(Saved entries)
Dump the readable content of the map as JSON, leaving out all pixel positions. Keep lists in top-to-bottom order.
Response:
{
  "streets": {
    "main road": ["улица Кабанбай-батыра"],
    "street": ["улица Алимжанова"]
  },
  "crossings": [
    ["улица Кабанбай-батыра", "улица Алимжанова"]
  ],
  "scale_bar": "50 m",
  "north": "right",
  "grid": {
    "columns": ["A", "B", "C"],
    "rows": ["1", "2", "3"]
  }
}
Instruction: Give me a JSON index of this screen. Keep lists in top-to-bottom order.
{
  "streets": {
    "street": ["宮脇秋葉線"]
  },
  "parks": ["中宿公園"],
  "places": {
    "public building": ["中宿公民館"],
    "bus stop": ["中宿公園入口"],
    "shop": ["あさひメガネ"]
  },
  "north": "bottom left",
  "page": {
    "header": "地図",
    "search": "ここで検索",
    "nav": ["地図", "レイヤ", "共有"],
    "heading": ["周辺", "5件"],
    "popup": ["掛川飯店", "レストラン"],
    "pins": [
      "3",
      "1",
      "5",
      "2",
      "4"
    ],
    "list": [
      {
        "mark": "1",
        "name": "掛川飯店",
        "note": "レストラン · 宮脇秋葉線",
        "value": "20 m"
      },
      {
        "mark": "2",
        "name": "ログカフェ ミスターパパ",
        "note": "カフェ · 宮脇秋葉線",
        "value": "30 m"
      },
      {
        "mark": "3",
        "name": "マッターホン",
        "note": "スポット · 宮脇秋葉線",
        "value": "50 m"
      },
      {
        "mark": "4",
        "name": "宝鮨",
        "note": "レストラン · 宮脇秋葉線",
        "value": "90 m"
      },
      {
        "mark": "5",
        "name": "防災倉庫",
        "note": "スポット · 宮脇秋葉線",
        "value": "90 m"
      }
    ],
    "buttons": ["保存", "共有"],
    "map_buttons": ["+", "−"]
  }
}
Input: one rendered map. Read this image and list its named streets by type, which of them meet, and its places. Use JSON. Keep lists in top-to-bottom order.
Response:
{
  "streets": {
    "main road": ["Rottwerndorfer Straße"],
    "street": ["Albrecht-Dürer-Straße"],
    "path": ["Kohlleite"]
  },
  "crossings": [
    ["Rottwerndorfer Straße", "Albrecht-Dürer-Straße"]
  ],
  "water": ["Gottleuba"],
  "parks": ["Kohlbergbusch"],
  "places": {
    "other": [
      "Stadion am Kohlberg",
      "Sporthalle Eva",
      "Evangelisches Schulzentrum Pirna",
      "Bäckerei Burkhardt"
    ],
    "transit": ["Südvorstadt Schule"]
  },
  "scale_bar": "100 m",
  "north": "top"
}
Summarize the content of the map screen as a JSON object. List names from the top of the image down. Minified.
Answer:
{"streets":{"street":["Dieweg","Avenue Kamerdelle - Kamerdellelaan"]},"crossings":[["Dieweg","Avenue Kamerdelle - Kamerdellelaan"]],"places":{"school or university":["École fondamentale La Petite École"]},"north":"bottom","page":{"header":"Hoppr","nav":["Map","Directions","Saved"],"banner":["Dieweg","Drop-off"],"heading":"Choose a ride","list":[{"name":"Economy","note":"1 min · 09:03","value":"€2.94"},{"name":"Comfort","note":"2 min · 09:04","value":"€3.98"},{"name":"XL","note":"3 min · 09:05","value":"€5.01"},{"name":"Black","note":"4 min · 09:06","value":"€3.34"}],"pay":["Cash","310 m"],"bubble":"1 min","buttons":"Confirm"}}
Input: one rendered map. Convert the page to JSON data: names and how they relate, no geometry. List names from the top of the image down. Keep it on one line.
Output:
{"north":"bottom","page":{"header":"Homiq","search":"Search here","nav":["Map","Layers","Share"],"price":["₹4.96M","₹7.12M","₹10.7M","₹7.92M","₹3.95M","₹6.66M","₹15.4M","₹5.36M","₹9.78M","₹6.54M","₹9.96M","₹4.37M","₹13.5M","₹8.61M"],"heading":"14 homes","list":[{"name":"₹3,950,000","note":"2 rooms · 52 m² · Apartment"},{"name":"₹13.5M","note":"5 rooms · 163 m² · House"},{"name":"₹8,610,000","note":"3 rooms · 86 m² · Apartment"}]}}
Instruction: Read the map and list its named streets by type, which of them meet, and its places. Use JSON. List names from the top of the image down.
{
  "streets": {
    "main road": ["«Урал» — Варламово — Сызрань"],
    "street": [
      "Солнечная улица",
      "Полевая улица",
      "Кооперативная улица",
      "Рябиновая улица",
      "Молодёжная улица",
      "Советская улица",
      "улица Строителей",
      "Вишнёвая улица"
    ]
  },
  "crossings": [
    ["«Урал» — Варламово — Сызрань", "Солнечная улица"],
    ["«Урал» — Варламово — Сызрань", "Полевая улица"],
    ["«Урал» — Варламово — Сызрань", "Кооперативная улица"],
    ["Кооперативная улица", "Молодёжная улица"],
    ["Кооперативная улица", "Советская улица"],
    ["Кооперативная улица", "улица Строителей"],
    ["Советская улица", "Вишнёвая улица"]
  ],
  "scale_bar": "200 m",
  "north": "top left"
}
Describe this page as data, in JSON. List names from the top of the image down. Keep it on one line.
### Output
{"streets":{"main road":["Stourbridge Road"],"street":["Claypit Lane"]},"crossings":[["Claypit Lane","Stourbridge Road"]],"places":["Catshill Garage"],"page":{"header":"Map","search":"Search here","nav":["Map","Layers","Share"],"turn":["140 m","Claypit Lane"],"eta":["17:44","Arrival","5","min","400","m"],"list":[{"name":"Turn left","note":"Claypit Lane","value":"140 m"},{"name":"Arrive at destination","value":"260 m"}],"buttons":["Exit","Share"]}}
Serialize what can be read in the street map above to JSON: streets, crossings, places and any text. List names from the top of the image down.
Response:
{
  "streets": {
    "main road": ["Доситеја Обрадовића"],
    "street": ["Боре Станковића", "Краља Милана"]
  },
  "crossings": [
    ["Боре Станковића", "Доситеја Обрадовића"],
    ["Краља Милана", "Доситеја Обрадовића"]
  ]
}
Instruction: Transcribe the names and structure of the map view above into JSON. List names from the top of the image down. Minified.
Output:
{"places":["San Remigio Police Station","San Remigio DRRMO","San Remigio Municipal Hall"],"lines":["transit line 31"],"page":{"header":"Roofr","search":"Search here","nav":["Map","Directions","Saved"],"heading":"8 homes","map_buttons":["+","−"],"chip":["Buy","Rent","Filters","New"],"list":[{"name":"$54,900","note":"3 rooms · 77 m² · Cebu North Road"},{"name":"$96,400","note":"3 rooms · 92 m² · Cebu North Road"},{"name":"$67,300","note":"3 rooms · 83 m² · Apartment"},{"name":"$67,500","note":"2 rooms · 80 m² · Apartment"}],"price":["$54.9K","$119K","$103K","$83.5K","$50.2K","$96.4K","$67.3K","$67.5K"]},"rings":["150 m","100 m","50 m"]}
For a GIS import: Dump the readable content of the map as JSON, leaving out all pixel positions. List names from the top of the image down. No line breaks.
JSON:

## EXERCISE
What you should produce is an exact copy of the records above.

## FINISHED EXERCISE
Dump the readable content of the map as JSON, leaving out all pixel positions. Keep lists in top-to-bottom order.
Response:
{
  "streets": {
    "main road": ["улица Кабанбай-батыра"],
    "street": ["улица Алимжанова"]
  },
  "crossings": [
    ["улица Кабанбай-батыра", "улица Алимжанова"]
  ],
  "scale_bar": "50 m",
  "north": "right",
  "grid": {
    "columns": ["A", "B", "C"],
    "rows": ["1", "2", "3"]
  }
}
Instruction: Give me a JSON index of this screen. Keep lists in top-to-bottom order.
{
  "streets": {
    "street": ["宮脇秋葉線"]
  },
  "parks": ["中宿公園"],
  "places": {
    "public building": ["中宿公民館"],
    "bus stop": ["中宿公園入口"],
    "shop": ["あさひメガネ"]
  },
  "north": "bottom left",
  "page": {
    "header": "地図",
    "search": "ここで検索",
    "nav": ["地図", "レイヤ", "共有"],
    "heading": ["周辺", "5件"],
    "popup": ["掛川飯店", "レストラン"],
    "pins": [
      "3",
      "1",
      "5",
      "2",
      "4"
    ],
    "list": [
      {
        "mark": "1",
        "name": "掛川飯店",
        "note": "レストラン · 宮脇秋葉線",
        "value": "20 m"
      },
      {
        "mark": "2",
        "name": "ログカフェ ミスターパパ",
        "note": "カフェ · 宮脇秋葉線",
        "value": "30 m"
      },
      {
        "mark": "3",
        "name": "マッターホン",
        "note": "スポット · 宮脇秋葉線",
        "value": "50 m"
      },
      {
        "mark": "4",
        "name": "宝鮨",
        "note": "レストラン · 宮脇秋葉線",
        "value": "90 m"
      },
      {
        "mark": "5",
        "name": "防災倉庫",
        "note": "スポット · 宮脇秋葉線",
        "value": "90 m"
      }
    ],
    "buttons": ["保存", "共有"],
    "map_buttons": ["+", "−"]
  }
}
Input: one rendered map. Read this image and list its named streets by type, which of them meet, and its places. Use JSON. Keep lists in top-to-bottom order.
Response:
{
  "streets": {
    "main road": ["Rottwerndorfer Straße"],
    "street": ["Albrecht-Dürer-Straße"],
    "path": ["Kohlleite"]
  },
  "crossings": [
    ["Rottwerndorfer Straße", "Albrecht-Dürer-Straße"]
  ],
  "water": ["Gottleuba"],
  "parks": ["Kohlbergbusch"],
  "places": {
    "other": [
      "Stadion am Kohlberg",
      "Sporthalle Eva",
      "Evangelisches Schulzentrum Pirna",
      "Bäckerei Burkhardt"
    ],
    "transit": ["Südvorstadt Schule"]
  },
  "scale_bar": "100 m",
  "north": "top"
}
Summarize the content of the map screen as a JSON object. List names from the top of the image down. Minified.
Answer:
{"streets":{"street":["Dieweg","Avenue Kamerdelle - Kamerdellelaan"]},"crossings":[["Dieweg","Avenue Kamerdelle - Kamerdellelaan"]],"places":{"school or university":["École fondamentale La Petite École"]},"north":"bottom","page":{"header":"Hoppr","nav":["Map","Directions","Saved"],"banner":["Dieweg","Drop-off"],"heading":"Choose a ride","list":[{"name":"Economy","note":"1 min · 09:03","value":"€2.94"},{"name":"Comfort","note":"2 min · 09:04","value":"€3.98"},{"name":"XL","note":"3 min · 09:05","value":"€5.01"},{"name":"Black","note":"4 min · 09:06","value":"€3.34"}],"pay":["Cash","310 m"],"bubble":"1 min","buttons":"Confirm"}}
Input: one rendered map. Convert the page to JSON data: names and how they relate, no geometry. List names from the top of the image down. Keep it on one line.
Output:
{"north":"bottom","page":{"header":"Homiq","search":"Search here","nav":["Map","Layers","Share"],"price":["₹4.96M","₹7.12M","₹10.7M","₹7.92M","₹3.95M","₹6.66M","₹15.4M","₹5.36M","₹9.78M","₹6.54M","₹9.96M","₹4.37M","₹13.5M","₹8.61M"],"heading":"14 homes","list":[{"name":"₹3,950,000","note":"2 rooms · 52 m² · Apartment"},{"name":"₹13.5M","note":"5 rooms · 163 m² · House"},{"name":"₹8,610,000","note":"3 rooms · 86 m² · Apartment"}]}}
Instruction: Read the map and list its named streets by type, which of them meet, and its places. Use JSON. List names from the top of the image down.
{
  "streets": {
    "main road": ["«Урал» — Варламово — Сызрань"],
    "street": [
      "Солнечная улица",
      "Полевая улица",
      "Кооперативная улица",
      "Рябиновая улица",
      "Молодёжная улица",
      "Советская улица",
      "улица Строителей",
      "Вишнёвая улица"
    ]
  },
  "crossings": [
    ["«Урал» — Варламово — Сызрань", "Солнечная улица"],
    ["«Урал» — Варламово — Сызрань", "Полевая улица"],
    ["«Урал» — Варламово — Сызрань", "Кооперативная улица"],
    ["Кооперативная улица", "Молодёжная улица"],
    ["Кооперативная улица", "Советская улица"],
    ["Кооперативная улица", "улица Строителей"],
    ["Советская улица", "Вишнёвая улица"]
  ],
  "scale_bar": "200 m",
  "north": "top left"
}
Describe this page as data, in JSON. List names from the top of the image down. Keep it on one line.
### Output
{"streets":{"main road":["Stourbridge Road"],"street":["Claypit Lane"]},"crossings":[["Claypit Lane","Stourbridge Road"]],"places":["Catshill Garage"],"page":{"header":"Map","search":"Search here","nav":["Map","Layers","Share"],"turn":["140 m","Claypit Lane"],"eta":["17:44","Arrival","5","min","400","m"],"list":[{"name":"Turn left","note":"Claypit Lane","value":"140 m"},{"name":"Arrive at destination","value":"260 m"}],"buttons":["Exit","Share"]}}
Serialize what can be read in the street map above to JSON: streets, crossings, places and any text. List names from the top of the image down.
Response:
{
  "streets": {
    "main road": ["Доситеја Обрадовића"],
    "street": ["Боре Станковића", "Краља Милана"]
  },
  "crossings": [
    ["Боре Станковића", "Доситеја Обрадовића"],
    ["Краља Милана", "Доситеја Обрадовића"]
  ]
}
Instruction: Transcribe the names and structure of the map view above into JSON. List names from the top of the image down. Minified.
Output:
{"places":["San Remigio Police Station","San Remigio DRRMO","San Remigio Municipal Hall"],"lines":["transit line 31"],"page":{"header":"Roofr","search":"Search here","nav":["Map","Directions","Saved"],"heading":"8 homes","map_buttons":["+","−"],"chip":["Buy","Rent","Filters","New"],"list":[{"name":"$54,900","note":"3 rooms · 77 m² · Cebu North Road"},{"name":"$96,400","note":"3 rooms · 92 m² · Cebu North Road"},{"name":"$67,300","note":"3 rooms · 83 m² · Apartment"},{"name":"$67,500","note":"2 rooms · 80 m² · Apartment"}],"price":["$54.9K","$119K","$103K","$83.5K","$50.2K","$96.4K","$67.3K","$67.5K"]},"rings":["150 m","100 m","50 m"]}
For a GIS import: Dump the readable content of the map as JSON, leaving out all pixel positions. List names from the top of the image down. No line breaks.
JSON:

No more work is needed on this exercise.